Lei ribatte (intanto io sbaglio strada per lo sforzo di raccogliere le idee) non voglio costringerti a fare cose che non vuoi fare. Preferisco che tu non venga. Guarda davvero giuro, preferisco. Io le dico, non sei tu che mi costringi, sono io che mi costringo, ne convieni? A questo punto non ricordo più la sua risposta, ma sicuramente abbiamo ricominciato tutto il discorso dall’inizio (nel frattempo ho trovato parcheggio) e la conclusione è stata: ci sarei venuto senza fare troppe storie – ci avevo solo infilato un ChePalle fra le righe – però adesso non solo dovrei fingermi il conversatore che non sono, riempire gli eventuali spazi di silenzio durante la serata o sentirmi in colpa o in ansia perchè non riesco prontamente a riempirli, ma dovrei anche fingere con te che non mi sto facendo due palle, ma anzi sto proprio bene, anzi facciamolo più spesso. Stando così le cose, sarei venuto, ma non ci vengo. Anzi sai cosa? Mi compro due pizze surgelate per stasera. E allora io non ti dico come si usa il microonde in funzione grill, dice lei. E se le compri, è finita. Dai, comprale che è finita. Vuoi vedere? Comprale.

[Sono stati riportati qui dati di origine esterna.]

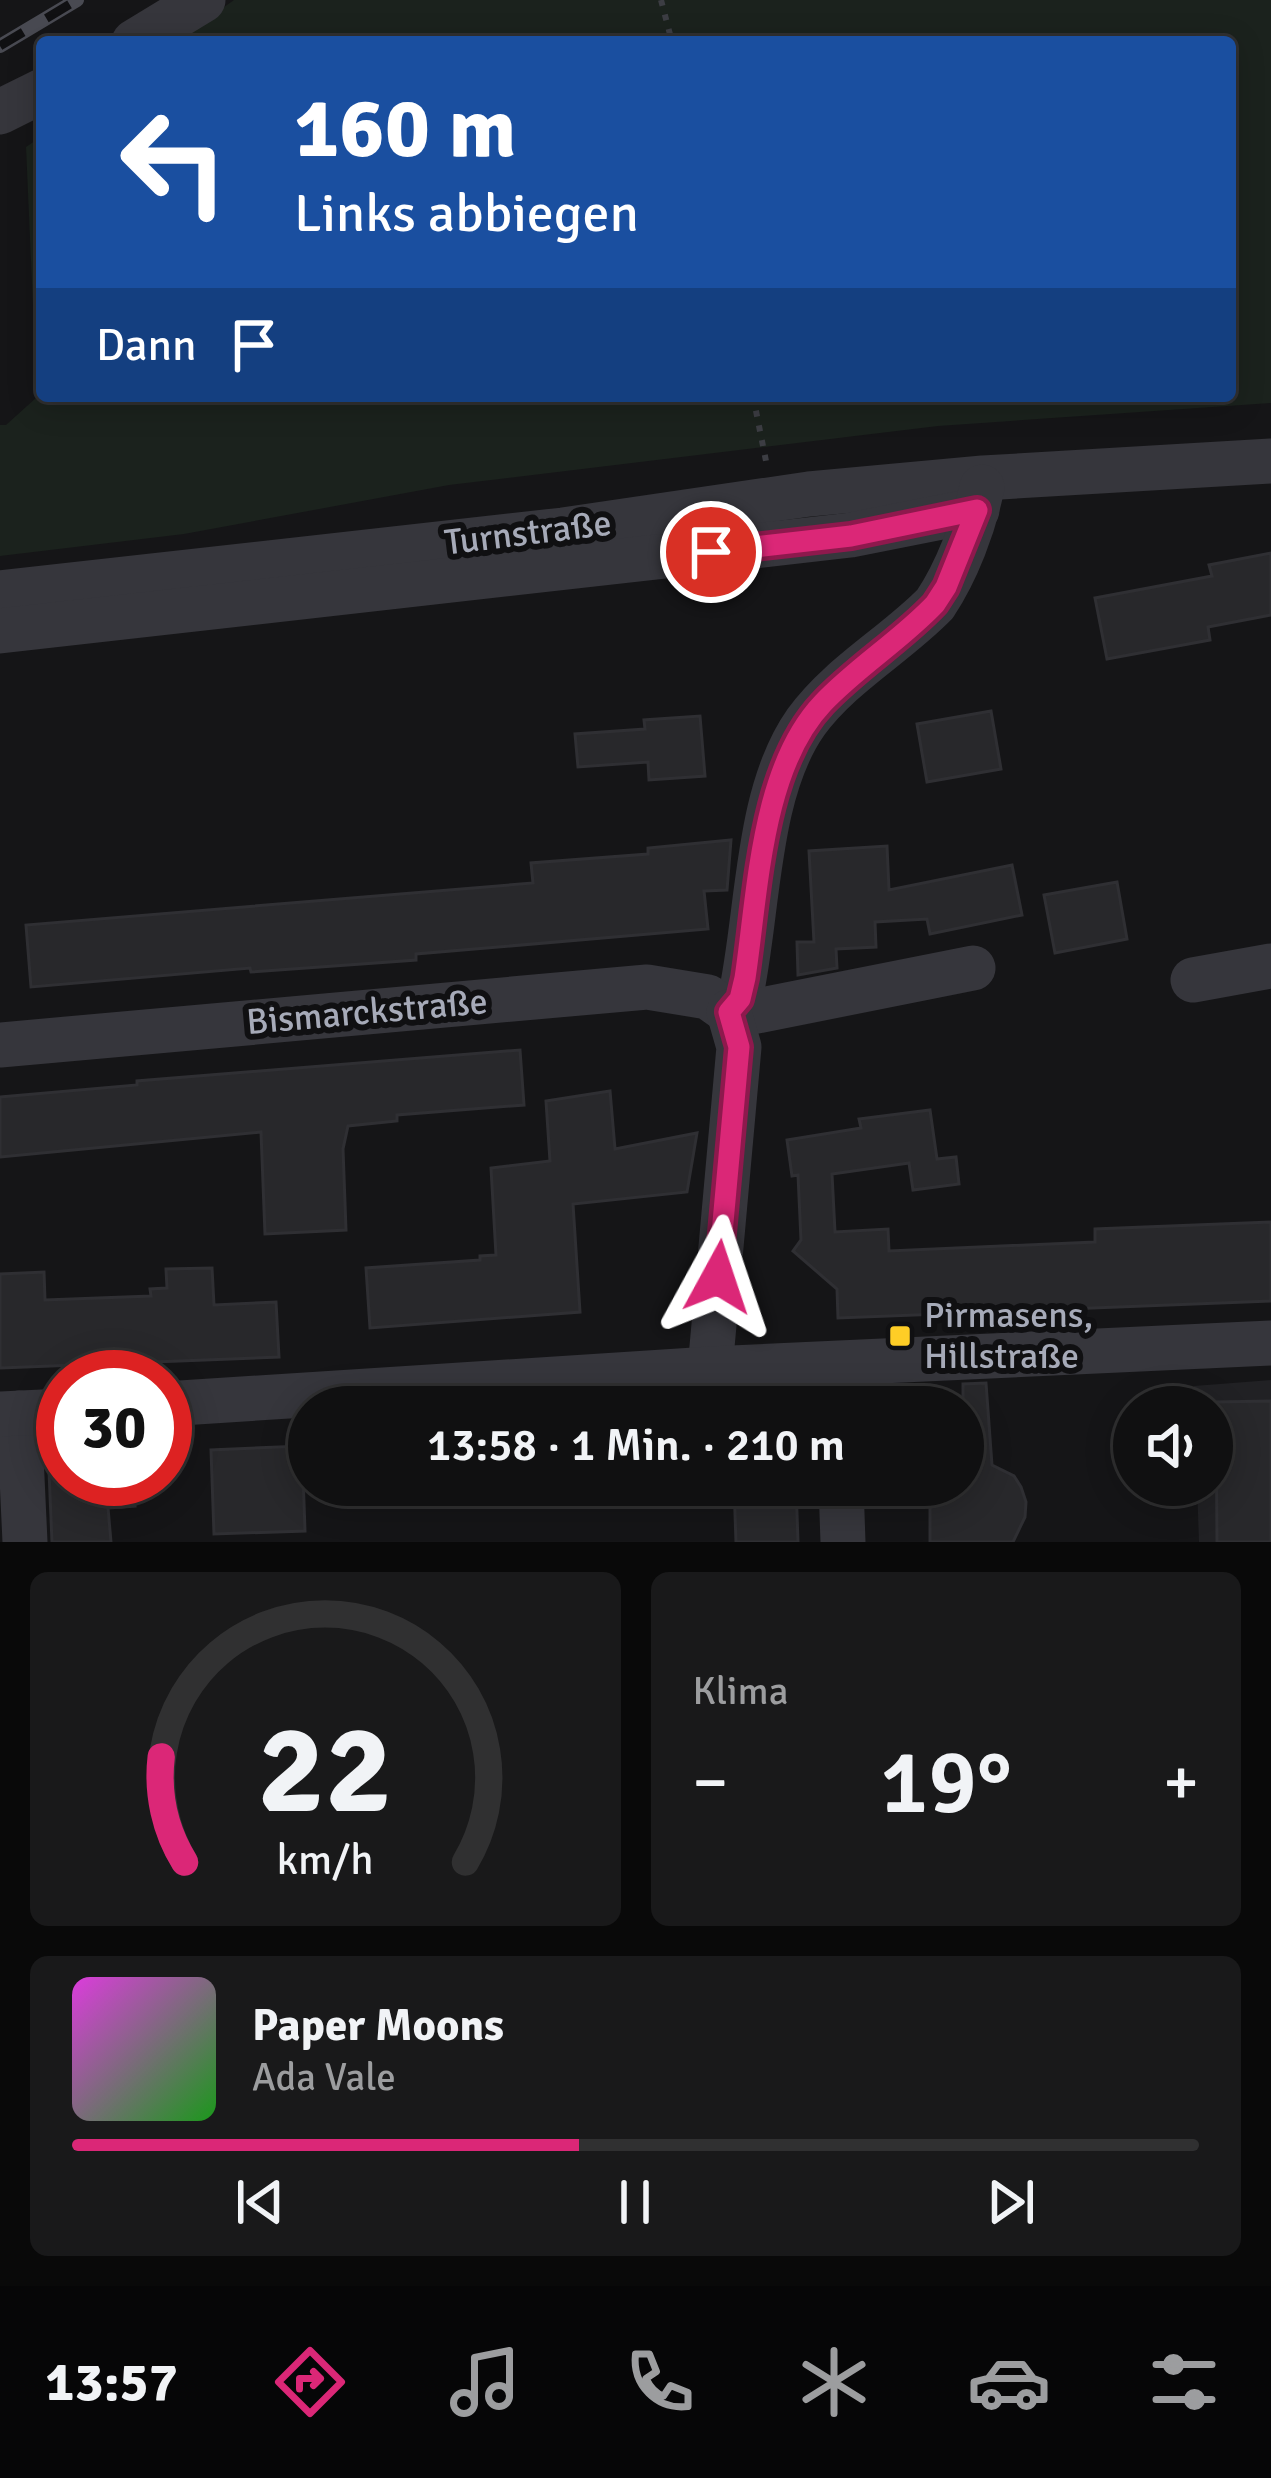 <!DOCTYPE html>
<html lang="de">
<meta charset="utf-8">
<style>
body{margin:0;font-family:Signika,sans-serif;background:#19191a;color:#f1f3f6;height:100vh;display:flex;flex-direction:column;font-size:45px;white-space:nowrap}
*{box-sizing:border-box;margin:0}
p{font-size:39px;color:#9c9d9f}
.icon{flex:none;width:66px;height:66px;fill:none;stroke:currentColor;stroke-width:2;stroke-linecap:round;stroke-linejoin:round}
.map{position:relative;height:1542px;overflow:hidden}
.side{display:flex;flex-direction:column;gap:30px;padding:30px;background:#090909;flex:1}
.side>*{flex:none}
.top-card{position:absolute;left:36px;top:36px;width:1200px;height:366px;border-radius:12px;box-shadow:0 6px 30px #0003,0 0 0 3px #303031;background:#1a4fa0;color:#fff;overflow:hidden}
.fabs{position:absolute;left:1113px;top:1386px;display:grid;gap:24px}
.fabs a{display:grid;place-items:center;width:120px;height:120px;border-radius:50%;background:#101011;box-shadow:0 6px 30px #0003,0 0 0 3px #303031;font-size:60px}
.speed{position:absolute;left:36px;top:1350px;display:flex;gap:24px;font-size:60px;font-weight:700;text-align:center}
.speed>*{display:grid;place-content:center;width:156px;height:156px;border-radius:50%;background:#101011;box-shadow:0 6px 30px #0003,0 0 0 3px #303031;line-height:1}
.speed .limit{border:18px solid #d22;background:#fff;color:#111}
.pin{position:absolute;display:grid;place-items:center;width:102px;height:102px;color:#fff;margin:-51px;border:6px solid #fff;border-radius:50%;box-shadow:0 3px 12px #0007}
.me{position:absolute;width:132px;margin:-66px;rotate:5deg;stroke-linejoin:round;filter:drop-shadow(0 0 9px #0008)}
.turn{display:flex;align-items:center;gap:42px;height:252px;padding:0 60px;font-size:54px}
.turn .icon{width:156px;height:156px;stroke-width:2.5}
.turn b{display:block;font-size:84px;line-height:102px}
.then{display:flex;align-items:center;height:114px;padding:0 60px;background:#0003;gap:24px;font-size:45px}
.big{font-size:90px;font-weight:600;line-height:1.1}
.side .tile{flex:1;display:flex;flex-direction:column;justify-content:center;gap:18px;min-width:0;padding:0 42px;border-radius:18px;background:#19191a}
.side .dial{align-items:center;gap:0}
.dial svg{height:312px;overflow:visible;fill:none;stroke:#303031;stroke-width:7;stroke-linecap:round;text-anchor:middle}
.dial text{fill:#f1f3f6;stroke:none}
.song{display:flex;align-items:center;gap:36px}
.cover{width:144px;height:144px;border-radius:18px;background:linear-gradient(135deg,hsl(300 70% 55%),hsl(120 70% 35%))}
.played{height:12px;border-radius:6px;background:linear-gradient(90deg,#db2777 45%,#303031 45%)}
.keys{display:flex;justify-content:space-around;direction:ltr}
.heat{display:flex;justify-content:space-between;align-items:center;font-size:66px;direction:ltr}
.side .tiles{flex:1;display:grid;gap:30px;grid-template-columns:1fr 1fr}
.tile:last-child{grid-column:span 2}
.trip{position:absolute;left:288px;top:1386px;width:696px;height:120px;border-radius:60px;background:#101011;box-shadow:0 6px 30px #0003,0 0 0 3px #303031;font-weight:600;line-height:120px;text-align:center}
.tab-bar{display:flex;height:192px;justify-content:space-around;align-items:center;background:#060607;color:#9c9d9f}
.tab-bar .icon{width:84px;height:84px}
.tab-bar .selected{color:#db2777}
.tab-bar b{font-size:54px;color:#f1f3f6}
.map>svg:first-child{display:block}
.built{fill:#212124}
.green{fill:#1b221d}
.building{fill:#28282b;stroke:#2f2f33;stroke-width:3}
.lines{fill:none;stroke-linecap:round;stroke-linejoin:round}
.path{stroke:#3c3d43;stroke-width:6;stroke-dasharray:6 9;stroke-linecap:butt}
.minor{stroke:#36363c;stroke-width:45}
.rail-casing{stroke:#494a52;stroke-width:14}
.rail{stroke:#101012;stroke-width:9;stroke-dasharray:27;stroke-linecap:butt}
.route-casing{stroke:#8e194d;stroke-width:30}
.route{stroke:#db2777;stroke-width:21}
.poi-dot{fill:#fecd26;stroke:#101012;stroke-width:4.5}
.labels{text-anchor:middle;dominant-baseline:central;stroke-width:12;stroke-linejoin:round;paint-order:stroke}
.street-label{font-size:36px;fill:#a6aab8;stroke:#101012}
.poi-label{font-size:36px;fill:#a6aab8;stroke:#101012;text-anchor:start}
</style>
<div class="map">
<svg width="1271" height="1542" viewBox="0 0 1271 1542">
<rect width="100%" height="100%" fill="#151517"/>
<path class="built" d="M1271,1380V1542H1199L1197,1485H1212V1407H1195L1194,1386Z"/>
<path class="green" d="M234,0H1271V403L938,426L449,485L184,534L0,556V425H6L37,397L26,147L42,136V396H1230V42H175Z"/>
<g class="building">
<path d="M1271,553V615L1208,627L1210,640L1107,659L1095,598L1212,576L1209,565Z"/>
<path d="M991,711L1001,769L927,782L917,724Z"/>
<path d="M700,716L705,776L649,780L648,762L578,767L575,734L645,729L644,720Z"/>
<path d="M731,840L727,890L704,891L708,929L416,954V960L251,972L250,968L31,987L26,925L533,883L531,863L648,854V848Z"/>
<path d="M887,846L889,890L1012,865L1022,915L930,934L927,919L875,922L876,947L836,949L837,968L798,975L797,942H814L809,851Z"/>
<path d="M1117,882L1127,939L1055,953L1044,895Z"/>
<path d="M520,1050L524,1105L397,1115V1121L348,1126L343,1149L346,1230L265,1234L261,1132L0,1157V1097L137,1085V1081Z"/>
<path d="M610,1091L615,1149L697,1133L687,1192L573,1204L580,1312L370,1328L366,1268L480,1260V1256L496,1255L491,1168L550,1161L546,1101Z"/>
<path d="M930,1110L937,1159L956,1157L959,1184L913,1190L909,1163L832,1174L835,1232L888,1229L889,1251L1095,1242V1229L1271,1222V1301L838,1318L837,1289L793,1251L801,1240L798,1175L792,1176L787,1140L861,1128L859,1119Z"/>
<path d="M212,1268L214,1305L276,1302L279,1357L0,1368V1274L44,1272L45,1300L151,1296L150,1289L167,1288L166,1269Z"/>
<path d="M986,1383L992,1465L1014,1476L1021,1487L1026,1502L1025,1517L1013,1542H930V1485H963V1384Z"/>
<path d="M1271,1401V1542H1217L1216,1402Z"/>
<path d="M63,1446V1479H132L135,1506L108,1508L111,1542H52L48,1447Z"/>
<path d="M302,1446L305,1531L214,1534L211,1450Z"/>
<path d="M734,1485H796L798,1542H736Z"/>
</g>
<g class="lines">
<g class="path">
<path d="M661,0L672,42"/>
<path d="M753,396L766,461"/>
</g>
<g class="minor">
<path d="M134,42L203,0"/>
<path d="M0,112L42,91"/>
<path d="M0,593L563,530L809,494L983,478L1271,461"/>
<path d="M0,631L851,535L977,510"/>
<path d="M1193,980L1271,966"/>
<path d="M729,1012L740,999C759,914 755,794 806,722C840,675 895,645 935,604C957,571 974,526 982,487"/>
<path d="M729,1012L742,1014L973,968"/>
<path d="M0,1045L647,987L708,997L729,1012"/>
<path d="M837,1364L838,1407"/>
<path d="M710,1369L739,1047L729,1012"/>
<path d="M165,1404L710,1369L1271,1343"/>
<path d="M19,1413L25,1542"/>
<path d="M0,1414L63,1411"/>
<path d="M841,1485L843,1542"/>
</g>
<defs>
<path id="rail" d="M0,46L77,0"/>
</defs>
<use href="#rail" class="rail-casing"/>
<use href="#rail" class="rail"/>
</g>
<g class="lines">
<defs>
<path id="route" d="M711,552L851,536L977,510L946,587L935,604C901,640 857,667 823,703C761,768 758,892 745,978L740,999L729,1012L739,1047L718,1277"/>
</defs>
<use href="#route" class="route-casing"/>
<use href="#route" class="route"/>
</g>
<rect class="poi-dot" x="888" y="1324" width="24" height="24" rx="6"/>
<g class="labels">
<g class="street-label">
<text transform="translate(528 533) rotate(-7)">Turnstraße</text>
<text transform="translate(367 1012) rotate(-5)">Bismarckstraße</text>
</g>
<g class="poi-label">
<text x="924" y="1315">Pirmasens,<tspan x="924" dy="41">Hillstraße</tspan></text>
</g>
</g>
</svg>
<div class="fabs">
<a><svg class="icon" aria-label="sound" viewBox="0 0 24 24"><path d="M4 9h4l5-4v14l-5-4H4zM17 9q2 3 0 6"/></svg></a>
</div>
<div class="speed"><div class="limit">30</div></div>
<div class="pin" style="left:711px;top:552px;background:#d93025"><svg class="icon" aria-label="arrive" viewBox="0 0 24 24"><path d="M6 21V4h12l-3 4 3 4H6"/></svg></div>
<svg class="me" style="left:718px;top:1277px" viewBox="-20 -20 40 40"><path d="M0-17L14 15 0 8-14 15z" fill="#db2777" stroke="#fff" stroke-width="4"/></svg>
<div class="trip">13:58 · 1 Min. · 210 m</div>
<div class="top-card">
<div class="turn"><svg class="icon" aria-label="left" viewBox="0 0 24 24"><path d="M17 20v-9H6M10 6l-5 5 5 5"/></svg><div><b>160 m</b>Links abbiegen</div></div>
<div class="then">Dann<svg class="icon" aria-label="arrive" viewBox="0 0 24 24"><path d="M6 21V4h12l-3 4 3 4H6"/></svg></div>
</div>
</div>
<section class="side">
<div class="tiles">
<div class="tile dial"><svg viewBox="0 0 100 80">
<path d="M14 69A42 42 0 1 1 86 69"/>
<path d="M14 69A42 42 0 0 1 8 42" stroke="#db2777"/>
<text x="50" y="56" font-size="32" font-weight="700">22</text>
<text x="50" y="72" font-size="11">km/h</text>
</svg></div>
<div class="tile"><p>Klima</p>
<div class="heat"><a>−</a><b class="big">19°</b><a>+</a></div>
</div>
<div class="tile">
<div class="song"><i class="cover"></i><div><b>Paper Moons</b><p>Ada Vale</p></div></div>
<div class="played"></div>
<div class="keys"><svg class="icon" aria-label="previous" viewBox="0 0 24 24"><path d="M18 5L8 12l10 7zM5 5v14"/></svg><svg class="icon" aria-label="pause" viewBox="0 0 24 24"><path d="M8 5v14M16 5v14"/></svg><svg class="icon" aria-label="next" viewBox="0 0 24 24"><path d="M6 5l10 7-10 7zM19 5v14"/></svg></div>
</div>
</div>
</section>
<nav class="tab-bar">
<b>13:57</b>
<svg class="icon selected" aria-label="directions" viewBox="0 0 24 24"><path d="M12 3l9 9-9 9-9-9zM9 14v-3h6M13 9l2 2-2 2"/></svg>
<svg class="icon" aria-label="music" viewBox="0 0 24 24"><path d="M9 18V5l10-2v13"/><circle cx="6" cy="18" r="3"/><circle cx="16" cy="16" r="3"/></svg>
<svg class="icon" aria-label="phone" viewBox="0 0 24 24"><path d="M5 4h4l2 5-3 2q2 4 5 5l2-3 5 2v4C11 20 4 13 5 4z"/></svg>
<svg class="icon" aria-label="climate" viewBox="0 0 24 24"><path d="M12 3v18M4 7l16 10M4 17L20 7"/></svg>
<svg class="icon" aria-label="car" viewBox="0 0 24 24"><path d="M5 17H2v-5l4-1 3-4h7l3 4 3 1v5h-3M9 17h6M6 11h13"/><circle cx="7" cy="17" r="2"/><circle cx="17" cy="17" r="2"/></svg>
<svg class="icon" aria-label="filters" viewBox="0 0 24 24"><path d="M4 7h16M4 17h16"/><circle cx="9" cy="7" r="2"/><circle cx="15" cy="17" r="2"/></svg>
</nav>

Tra parentesi, vivere in un paese straniero, vuol dire che ti puoi mettere a fare ste scenette in mezzo alla gente, pronunciare assurdità, mettere in atto finte tragedie fra gli scaffali del supermercato, e nessuno capisce nulla, anzi una vecchina in un pub (poco prima) ci ha guardato sorridendo per tutto il tempo, certamente non capendo nulla, o forse pochissimo, di quello che nel frattempo veniva detto.

opinione di minoranza

Non lo so, non lo so. Mi viene da pensare che ci riempiono di morale da telefilm americano fino a scoppiare, del tipo «segui i tuoi sogni sempre e comunque, la passione che ti muove eccetera eccetera » che poi finamo per guardare le cose attraverso lenti distorte. Eppoi lo so bene che le opinioni che partorisco sono evitabilissime, e sono qualcosa su cui pure io non mi trovo d’accordo. Però questo qui è andato a scalare la montagna chiamata Mangiauomini (qui un interessante articolo) un posto che ha causato il trenta per cento di morti fra gli scalatori degli ultimi 50 anni. Trenta per cento è tantissimo. Vuol dire che in pratica ne sono morti 60. Non mi viene proprio in mente qualcosa di più pericoloso, tutti gli esempi fra i commenti non reggono il paragone. E se tu ci vai, lo sai che forse non torni. E se ci vai, te ne freghi di chi sta attorno a te. E se mi tirate fuori la passione, il sogno di una vita, tutto questo non mi significa niente, perchè puoi benissimo andare a scalare le montagne di cinquemila metri molto meno pericolose, e c’hai lo stesso la montagna, la roccia, il freddo e la neve. Ste cose non te le toglie nessuno. Se lo fai, è per gloria o per offuscamento cerebrale, per la dose di adrenalina, o per noncuranza. In ogni caso, per mancanza di responsabilità. E i figli magari crescendo si chiederanno se il papà gli voleva bene oppure No. E che cosa si devono rispondere? Che la passione per la montagna eccetera eccetera? Ma perfavore. Il punto è che mi metto a parlare dei morti, e il costume mediterraneo è sempre quello di stravolgere la realtà se uno muore, per farlo sembrare meglio di quello che è. Ti ci abituano da piccoli e viene male a fare il contrario.